The Thinking Teacher: Worse is better

Thinking Teacher Social Media Posts.013

 If we want thinking children, we need thinking teachers. This is the premise of my book ‘The Thinking Teacher’, in this series of posts I am sharing some of the key ideas from the book and the thinking behind them.

In the spirit of questioning assumptions through contrast, a strong theme in the book is looking to areas outside of education for the lessons they might contain for teaching. This chapter considers the field of computer science, and specifically the philosophy behind the Unix systems that inderpin much open source software that makes much of the web run.

It would be easy to paint software engineering as being entirely functional, but this is far form the case. Whether it is the roots in higher education, or the perceived potential of technology to transform society, there is a strong tradition of philosophy in software. In 1994 Mike Gancartz codified some of this in his book ‘The Unix Philosophy’, which explored the underlying principles on which the system was built and which should be followed to continue to develop its applications.

These are not specifically designed guidelines to be stuck to, nor are they hard and fast rules. What they are is principles in the true sense, models for thinking about how systems work, and as such they provide an interesting counterpoint for thinking about learning and teaching. They allow us to wonder what teaching might be like if its systems and processes were designed based on the same philosophy as some of the most successful software in the world.

One such principle has often struck me as having applications for teaching and learning; the concept that ‘Worse is better’.

Fundamentally this principle states that it is better to have something that is imperfect but gets the job done in the context for which it is intended (a ‘worse’ solution) than have something that is perfect in terms of being polished or complete in terms of having all possible features for all contexts (a ‘better’ solution).

I’ve often reflected on this when thinking about teaching practice. So many of us have ideas of what the ‘best’ way of teaching might be, how we might enact our fundamental principles of what perfect learning looks like and executer the in our teaching. A lesson I learned during my first year as a qualified teacher was that trying to enact your perfect model of teaching regardless of context is not the most effective solution. In the complex spaces of schools and classrooms, sometimes it is the approach that gets the outcomes needed that needs to be used, not the one you would use in a perfect world.

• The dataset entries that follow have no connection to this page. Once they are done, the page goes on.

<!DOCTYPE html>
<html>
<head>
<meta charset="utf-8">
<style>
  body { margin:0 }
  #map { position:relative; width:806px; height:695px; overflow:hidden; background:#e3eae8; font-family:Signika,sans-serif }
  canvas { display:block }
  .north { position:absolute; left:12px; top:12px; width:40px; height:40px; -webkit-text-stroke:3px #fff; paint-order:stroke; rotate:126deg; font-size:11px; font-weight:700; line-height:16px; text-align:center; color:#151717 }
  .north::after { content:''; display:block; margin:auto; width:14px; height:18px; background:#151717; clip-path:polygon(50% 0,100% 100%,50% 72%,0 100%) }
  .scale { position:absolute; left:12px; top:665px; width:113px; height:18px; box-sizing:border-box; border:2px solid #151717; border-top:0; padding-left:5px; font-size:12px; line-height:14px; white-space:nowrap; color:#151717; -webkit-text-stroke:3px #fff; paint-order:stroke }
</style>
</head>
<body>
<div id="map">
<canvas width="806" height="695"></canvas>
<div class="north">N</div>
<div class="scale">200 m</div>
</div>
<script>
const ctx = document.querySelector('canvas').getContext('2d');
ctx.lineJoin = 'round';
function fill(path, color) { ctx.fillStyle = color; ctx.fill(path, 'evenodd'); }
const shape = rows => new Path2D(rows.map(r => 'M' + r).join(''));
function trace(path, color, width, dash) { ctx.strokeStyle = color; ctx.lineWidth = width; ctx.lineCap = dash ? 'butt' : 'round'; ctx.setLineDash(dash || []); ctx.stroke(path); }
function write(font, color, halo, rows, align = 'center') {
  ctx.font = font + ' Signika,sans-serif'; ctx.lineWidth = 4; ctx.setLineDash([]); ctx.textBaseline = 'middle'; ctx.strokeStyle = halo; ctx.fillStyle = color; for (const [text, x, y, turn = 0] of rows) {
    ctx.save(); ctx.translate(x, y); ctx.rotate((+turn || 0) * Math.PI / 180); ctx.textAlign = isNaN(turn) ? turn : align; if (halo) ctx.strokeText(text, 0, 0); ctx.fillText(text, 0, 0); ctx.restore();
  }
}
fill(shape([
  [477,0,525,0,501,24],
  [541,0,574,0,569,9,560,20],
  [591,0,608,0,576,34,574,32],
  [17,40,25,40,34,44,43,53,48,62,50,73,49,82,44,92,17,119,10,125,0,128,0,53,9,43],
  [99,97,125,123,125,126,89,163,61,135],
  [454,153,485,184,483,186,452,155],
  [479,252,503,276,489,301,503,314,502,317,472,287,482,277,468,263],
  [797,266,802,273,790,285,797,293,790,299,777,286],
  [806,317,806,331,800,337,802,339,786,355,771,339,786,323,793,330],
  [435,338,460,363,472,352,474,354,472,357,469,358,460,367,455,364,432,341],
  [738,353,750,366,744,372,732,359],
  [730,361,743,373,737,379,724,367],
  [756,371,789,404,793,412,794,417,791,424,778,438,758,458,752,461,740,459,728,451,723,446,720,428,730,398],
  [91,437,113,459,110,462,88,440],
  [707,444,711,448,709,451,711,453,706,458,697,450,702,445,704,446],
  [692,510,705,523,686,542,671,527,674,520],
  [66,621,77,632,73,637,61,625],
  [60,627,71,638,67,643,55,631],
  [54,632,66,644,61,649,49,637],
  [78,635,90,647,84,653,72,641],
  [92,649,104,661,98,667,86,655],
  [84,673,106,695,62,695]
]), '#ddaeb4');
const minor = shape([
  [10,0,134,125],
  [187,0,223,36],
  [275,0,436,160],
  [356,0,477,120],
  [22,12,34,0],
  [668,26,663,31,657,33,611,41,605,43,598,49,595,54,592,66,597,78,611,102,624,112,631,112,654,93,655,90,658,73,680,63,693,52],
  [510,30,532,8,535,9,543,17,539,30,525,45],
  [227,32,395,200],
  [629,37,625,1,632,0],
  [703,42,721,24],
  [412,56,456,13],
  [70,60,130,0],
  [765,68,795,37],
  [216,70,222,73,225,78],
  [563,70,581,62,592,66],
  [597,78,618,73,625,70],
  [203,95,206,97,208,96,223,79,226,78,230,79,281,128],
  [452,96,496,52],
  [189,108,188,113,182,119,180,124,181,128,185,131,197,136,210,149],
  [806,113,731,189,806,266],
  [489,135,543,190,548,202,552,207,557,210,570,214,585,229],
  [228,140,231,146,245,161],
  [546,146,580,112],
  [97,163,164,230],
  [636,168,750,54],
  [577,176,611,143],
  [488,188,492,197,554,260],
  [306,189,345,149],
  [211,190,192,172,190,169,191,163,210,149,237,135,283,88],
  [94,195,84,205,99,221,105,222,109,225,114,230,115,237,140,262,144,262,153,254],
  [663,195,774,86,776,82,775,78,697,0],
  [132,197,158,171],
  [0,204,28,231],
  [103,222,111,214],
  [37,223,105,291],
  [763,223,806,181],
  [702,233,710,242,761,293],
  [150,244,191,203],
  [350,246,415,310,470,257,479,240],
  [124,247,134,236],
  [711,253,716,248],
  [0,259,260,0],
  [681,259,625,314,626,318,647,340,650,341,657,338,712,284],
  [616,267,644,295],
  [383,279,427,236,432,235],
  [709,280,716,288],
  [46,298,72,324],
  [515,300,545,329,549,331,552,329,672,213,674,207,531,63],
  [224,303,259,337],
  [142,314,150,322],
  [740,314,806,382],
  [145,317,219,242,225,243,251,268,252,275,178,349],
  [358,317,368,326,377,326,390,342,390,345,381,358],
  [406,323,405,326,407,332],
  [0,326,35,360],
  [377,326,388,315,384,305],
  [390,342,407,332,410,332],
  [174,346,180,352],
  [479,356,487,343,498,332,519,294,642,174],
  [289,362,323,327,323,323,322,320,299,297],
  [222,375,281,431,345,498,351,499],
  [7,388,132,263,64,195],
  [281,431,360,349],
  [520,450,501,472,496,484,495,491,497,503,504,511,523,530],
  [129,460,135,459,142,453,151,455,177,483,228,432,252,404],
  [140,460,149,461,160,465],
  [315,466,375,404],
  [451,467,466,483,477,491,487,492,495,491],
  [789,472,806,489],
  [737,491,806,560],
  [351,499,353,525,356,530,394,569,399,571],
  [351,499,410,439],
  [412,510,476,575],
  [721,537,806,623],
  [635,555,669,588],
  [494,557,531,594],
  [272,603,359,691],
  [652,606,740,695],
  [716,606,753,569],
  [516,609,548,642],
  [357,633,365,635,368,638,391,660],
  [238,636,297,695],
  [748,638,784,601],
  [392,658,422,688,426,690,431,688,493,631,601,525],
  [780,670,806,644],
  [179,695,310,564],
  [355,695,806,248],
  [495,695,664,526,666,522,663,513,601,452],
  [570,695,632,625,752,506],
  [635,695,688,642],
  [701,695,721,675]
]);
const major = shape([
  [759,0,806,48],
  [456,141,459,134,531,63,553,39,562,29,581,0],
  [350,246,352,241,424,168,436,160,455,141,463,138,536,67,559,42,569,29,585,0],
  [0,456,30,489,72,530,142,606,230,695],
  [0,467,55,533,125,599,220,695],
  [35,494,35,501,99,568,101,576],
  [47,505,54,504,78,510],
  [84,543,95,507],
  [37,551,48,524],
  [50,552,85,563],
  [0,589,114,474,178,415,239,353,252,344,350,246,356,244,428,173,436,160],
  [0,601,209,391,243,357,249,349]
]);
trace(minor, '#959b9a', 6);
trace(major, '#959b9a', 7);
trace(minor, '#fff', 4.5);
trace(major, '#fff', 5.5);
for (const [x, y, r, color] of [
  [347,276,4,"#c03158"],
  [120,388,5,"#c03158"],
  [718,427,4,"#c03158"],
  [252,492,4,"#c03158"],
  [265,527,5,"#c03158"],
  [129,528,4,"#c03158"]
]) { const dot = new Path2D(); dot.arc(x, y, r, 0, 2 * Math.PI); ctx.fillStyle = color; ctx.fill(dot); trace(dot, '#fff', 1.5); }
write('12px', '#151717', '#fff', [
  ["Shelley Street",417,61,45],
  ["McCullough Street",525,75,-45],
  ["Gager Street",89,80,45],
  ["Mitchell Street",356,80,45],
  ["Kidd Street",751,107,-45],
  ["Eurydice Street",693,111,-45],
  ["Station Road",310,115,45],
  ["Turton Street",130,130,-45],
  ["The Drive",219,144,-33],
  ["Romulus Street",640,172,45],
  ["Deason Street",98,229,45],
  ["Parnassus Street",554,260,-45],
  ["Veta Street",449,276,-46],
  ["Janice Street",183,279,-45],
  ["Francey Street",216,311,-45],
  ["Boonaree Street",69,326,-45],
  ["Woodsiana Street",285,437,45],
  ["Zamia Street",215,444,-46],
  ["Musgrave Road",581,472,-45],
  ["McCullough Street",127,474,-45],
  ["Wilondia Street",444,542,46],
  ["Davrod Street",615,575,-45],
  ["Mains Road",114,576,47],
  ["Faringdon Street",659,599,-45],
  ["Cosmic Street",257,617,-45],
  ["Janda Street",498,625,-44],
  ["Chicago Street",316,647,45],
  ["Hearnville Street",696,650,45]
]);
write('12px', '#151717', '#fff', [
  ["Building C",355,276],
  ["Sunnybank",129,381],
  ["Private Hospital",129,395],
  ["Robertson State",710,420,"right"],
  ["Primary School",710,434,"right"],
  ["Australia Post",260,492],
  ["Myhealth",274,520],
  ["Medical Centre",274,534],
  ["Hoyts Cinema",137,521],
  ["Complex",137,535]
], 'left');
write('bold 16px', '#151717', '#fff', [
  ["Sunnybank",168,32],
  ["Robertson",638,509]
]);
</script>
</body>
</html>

In terms of teaching style, ‘worse’ but effective is often more desirable than ‘better’ approaches that just don’t fit the context or constraints you have.

The Unix Philosophy’ is full of such principles; small is beautiful, choose portability over efficiency, avoid captive user interfaces. Many of these contain some interesting provocations for thinking about teaching and learning, and in this chapter of ‘The Thinking Teacher’ I pull apart a few that we might use to challenge the assumptions we bring to our teaching every day.


More in ‘The Thinking Teacher’, which is available now in from (independent book sellers,) Amazon UKAmazon US and on the iBooks store.

More posts on ideas from ‘The Thinking Teacher’ here.







2 responses to “The Thinking Teacher: Worse is better”

  1. Ken Corish Avatar

    This really resonates with me Oliver and I think is a wonderful slant on the Facebook mantra “better done than perfect”. As a teacher of some 30 years ( yes I know) In my current role I have the luxury of stepping back to view how the teaching landscape has changed. I think I can safely say we have never had such a cohort of young, bright, technically brilliant, innovative, thoughtful, dedicated and talented teachers that we have right at this moment looking after our children and their education. However if Twitter is anything to go by … Boy … Do they beat themselves up about the tiniest of pedagogical detail and there is no lack of advice and commentary out there from the so called education Twitterati who debate and fuel this detail to death. Decorum prevents me from mentioning them but they know who they are. Accountability of course drives much of this… Not just Ofsted but the pressures of the exam system and from schools who are keen to build a reputation that holds them up against others. Its a hard job often made more difficult by the minute detail that is expected now… It gets in the way of breadth and opportunity that young people still need. One thing I have learned in the competetive and challenging sector I now find myself is “getting it done” is the key… Prevarication and inward examination is a barrier to progress and beiing brave is everything. Its a path where the best things emerge and lessons are learned. Better done than perfect.

    1. oliverquinlan Avatar

      Thanks for the comment Ken. That is an interesting perspective, and glad that you have shared it here. I go back and forth on this. As you say, there is so often a concentration on what is very much the present situation which can breed an intense reflection and critique that can be too intense at times. In some ways stepping back gives a deeper reflection on where things might have been and where they are going. I’m fascinated by the longer trends, and spent much of my time at Plymouth University deepening my knowledge and understanding of where education has been and might be going. Collective memory in the UK often doesn’t go back any further than the first national curriculum I find.

      I think being able to healthily switch perspectives and focus on the detail of now to get things done, whilst pulling out to look at the bigger picture before this becomes unproductively intense might be the key.